____ Records supplied

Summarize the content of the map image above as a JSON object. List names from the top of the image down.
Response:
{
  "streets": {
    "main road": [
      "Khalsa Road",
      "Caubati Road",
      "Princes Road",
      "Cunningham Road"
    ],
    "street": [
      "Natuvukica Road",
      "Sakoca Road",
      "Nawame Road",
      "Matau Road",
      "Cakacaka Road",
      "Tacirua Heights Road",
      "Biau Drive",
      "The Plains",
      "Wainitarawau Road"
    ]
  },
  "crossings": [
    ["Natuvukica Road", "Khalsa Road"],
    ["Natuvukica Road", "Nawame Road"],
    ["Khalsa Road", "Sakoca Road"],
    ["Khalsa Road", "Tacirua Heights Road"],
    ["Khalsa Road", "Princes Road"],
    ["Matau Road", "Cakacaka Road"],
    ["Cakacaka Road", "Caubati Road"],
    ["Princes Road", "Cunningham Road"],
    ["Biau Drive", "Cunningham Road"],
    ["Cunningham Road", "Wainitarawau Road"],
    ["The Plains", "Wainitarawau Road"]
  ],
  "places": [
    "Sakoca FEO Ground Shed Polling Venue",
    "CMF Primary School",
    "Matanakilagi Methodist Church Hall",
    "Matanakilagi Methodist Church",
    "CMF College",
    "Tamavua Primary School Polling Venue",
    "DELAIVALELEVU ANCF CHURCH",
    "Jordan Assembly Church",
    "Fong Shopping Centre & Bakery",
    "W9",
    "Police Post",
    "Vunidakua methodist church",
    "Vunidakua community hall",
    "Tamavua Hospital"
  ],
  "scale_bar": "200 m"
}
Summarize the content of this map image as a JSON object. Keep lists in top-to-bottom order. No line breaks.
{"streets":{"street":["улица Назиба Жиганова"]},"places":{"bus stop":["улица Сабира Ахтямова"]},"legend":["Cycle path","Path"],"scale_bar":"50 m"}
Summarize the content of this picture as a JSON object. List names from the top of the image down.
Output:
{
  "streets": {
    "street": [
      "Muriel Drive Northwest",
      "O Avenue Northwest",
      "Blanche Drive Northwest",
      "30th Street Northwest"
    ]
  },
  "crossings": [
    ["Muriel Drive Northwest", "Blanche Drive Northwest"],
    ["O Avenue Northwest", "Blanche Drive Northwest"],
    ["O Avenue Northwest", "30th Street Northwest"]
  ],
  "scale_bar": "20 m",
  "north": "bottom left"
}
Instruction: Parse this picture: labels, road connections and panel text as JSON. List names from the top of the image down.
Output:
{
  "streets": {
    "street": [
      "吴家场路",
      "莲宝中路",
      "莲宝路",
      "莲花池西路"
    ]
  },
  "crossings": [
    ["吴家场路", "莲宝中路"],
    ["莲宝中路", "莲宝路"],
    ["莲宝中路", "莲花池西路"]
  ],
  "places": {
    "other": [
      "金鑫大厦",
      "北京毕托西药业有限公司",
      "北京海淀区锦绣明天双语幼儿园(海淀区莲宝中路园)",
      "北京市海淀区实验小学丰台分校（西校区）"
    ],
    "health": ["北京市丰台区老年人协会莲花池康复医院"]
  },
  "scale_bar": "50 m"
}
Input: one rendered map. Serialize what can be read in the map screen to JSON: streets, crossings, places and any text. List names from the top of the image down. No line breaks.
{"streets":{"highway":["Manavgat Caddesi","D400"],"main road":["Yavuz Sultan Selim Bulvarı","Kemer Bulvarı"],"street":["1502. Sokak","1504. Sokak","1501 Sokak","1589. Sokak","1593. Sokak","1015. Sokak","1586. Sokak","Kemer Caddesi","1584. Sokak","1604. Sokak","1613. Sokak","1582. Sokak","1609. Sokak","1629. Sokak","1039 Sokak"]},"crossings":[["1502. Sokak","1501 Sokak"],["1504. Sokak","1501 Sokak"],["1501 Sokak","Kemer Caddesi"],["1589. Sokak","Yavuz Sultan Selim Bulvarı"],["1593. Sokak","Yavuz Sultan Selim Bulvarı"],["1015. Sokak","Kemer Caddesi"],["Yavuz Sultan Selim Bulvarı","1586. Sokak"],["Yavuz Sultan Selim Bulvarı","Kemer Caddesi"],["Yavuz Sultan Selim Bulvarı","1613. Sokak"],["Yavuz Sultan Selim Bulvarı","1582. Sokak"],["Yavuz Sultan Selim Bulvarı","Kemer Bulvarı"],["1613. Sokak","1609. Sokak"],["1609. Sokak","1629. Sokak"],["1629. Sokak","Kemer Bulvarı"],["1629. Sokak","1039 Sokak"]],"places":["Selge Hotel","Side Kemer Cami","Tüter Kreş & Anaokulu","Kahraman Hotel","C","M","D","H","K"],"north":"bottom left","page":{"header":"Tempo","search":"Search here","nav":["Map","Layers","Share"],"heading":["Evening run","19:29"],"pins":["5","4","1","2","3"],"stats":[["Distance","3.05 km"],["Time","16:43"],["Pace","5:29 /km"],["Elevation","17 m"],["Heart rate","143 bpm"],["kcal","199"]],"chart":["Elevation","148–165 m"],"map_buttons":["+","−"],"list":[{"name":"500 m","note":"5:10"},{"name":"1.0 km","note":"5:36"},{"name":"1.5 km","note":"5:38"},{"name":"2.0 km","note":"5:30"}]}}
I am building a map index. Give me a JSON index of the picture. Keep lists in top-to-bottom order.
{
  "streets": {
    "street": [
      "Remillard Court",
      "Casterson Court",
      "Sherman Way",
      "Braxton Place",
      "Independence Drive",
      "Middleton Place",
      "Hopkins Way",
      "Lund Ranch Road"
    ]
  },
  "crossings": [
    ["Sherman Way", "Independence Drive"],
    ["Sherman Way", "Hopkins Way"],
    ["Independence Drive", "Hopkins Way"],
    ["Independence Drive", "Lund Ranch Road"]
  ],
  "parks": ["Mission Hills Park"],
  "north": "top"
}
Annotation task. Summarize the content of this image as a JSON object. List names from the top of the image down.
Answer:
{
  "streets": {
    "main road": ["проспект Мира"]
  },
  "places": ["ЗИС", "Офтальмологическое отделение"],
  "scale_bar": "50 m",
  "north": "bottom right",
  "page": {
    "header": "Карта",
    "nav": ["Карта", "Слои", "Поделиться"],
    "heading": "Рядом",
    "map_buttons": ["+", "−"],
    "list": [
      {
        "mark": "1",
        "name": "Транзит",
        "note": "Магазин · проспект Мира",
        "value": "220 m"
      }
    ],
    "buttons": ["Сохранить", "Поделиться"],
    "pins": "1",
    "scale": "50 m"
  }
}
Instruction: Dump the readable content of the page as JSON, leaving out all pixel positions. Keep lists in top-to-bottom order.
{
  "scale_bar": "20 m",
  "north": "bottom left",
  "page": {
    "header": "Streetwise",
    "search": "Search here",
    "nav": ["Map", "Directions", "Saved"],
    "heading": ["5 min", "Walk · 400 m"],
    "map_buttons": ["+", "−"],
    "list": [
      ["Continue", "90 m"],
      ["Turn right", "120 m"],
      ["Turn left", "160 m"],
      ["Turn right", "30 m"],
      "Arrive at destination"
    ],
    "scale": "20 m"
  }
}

________

## Work required
Return exactly, and only, the lines above starting at the line that contains "Summarize the content of this picture" and ending at the line that contains "Instruction: Parse this".

## Exercise solution
Summarize the content of this picture as a JSON object. List names from the top of the image down.
Output:
{
  "streets": {
    "street": [
      "Muriel Drive Northwest",
      "O Avenue Northwest",
      "Blanche Drive Northwest",
      "30th Street Northwest"
    ]
  },
  "crossings": [
    ["Muriel Drive Northwest", "Blanche Drive Northwest"],
    ["O Avenue Northwest", "Blanche Drive Northwest"],
    ["O Avenue Northwest", "30th Street Northwest"]
  ],
  "scale_bar": "20 m",
  "north": "bottom left"
}
Instruction: Parse this picture: labels, road connections and panel text as JSON. List names from the top of the image down.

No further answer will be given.